Clean User Generated HTML In Ruby

Discussion in 'Ruby on Rails' started by pradeep, Jul 29, 2013.

  1. pradeep

    pradeep Team Leader

    Joined:
    Apr 4, 2005
    Messages:
    1,645
    Likes Received:
    87
    Trophy Points:
    0
    Occupation:
    Programmer
    Location:
    Kolkata, India
    Home Page:
    http://blog.pradeep.net.in
    Web applications have always to deal with user input, nowadays more HTML, so there is a risk of malicious HTML code, XSS, etc.
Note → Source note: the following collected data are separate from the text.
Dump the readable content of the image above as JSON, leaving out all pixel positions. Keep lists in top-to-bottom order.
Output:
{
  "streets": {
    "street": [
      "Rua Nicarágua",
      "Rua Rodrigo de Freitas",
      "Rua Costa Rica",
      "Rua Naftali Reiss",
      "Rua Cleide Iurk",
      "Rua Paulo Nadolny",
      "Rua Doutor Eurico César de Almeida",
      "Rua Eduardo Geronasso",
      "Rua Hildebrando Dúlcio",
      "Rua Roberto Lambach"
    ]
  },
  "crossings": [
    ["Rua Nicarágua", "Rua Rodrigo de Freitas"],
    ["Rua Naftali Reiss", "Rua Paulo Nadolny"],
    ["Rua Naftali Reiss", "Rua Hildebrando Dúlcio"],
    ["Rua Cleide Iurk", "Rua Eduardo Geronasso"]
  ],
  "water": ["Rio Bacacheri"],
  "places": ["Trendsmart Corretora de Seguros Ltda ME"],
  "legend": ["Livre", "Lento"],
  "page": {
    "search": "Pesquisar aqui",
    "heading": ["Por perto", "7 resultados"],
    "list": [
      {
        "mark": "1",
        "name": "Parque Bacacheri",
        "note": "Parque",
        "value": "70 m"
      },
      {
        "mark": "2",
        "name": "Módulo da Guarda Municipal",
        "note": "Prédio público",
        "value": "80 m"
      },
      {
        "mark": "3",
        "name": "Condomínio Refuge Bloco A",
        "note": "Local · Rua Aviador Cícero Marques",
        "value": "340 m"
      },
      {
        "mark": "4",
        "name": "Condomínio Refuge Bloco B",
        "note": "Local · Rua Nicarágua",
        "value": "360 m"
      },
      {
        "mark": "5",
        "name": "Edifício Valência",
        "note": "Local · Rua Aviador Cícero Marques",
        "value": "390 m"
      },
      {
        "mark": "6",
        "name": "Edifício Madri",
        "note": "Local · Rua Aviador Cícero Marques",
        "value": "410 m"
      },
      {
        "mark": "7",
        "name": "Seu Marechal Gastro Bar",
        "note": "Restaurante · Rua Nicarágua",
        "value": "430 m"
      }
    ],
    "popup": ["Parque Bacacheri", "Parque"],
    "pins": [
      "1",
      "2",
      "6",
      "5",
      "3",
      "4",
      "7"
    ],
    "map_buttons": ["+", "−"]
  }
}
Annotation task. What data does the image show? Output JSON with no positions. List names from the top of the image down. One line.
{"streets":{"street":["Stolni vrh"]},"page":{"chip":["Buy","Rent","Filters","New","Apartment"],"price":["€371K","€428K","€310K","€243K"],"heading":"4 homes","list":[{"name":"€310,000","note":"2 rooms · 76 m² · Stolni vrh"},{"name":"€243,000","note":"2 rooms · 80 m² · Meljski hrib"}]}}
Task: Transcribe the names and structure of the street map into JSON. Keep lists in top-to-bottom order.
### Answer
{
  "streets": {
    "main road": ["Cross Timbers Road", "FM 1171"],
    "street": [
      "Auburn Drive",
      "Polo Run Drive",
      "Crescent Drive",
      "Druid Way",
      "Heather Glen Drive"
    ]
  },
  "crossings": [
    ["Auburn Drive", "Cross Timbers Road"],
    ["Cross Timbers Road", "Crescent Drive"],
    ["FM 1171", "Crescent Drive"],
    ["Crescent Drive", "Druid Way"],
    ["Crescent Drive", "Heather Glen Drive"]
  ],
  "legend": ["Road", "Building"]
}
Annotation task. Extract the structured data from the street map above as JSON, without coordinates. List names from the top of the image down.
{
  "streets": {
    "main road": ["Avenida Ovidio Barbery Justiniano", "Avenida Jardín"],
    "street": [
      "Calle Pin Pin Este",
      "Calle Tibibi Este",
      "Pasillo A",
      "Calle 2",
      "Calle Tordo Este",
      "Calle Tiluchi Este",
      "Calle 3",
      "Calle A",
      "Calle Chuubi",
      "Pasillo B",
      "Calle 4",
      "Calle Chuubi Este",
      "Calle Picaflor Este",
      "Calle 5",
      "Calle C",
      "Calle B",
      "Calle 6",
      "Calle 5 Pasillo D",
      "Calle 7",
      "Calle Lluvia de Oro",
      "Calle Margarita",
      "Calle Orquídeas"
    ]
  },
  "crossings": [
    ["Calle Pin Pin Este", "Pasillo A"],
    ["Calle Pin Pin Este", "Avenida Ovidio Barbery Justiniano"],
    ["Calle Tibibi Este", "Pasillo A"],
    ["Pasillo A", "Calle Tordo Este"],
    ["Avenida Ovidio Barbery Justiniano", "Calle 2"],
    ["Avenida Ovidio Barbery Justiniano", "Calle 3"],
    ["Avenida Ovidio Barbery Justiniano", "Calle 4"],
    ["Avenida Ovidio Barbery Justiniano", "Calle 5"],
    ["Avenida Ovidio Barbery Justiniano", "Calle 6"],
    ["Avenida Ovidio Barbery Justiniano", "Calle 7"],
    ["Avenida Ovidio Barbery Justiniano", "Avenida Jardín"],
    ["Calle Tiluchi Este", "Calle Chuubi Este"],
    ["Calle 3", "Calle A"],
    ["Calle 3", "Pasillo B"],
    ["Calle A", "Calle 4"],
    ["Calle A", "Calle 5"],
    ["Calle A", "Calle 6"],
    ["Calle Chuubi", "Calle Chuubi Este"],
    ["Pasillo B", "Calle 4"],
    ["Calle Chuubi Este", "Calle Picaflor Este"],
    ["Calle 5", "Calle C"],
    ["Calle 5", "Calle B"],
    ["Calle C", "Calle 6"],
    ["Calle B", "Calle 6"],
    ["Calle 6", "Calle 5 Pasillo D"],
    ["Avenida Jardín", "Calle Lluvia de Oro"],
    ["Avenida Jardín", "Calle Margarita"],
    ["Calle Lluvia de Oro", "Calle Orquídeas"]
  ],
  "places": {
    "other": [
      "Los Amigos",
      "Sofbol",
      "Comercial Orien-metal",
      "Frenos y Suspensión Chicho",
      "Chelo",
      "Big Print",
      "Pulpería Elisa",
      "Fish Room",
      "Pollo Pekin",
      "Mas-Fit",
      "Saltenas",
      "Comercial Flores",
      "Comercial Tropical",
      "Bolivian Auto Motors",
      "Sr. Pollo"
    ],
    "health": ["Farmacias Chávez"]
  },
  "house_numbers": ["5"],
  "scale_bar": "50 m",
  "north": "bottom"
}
So, the best way to deal with user input would be sanitize it i.e. the removal of unwanted HTML tags or attributes, like we might not want to have links or scripts in the user's HTML, so we'll have to remove script & a tags. In another case we might want to allow anchor tags with absolute URLs, the cases might be numerous, in this article we'll try to get the basics right.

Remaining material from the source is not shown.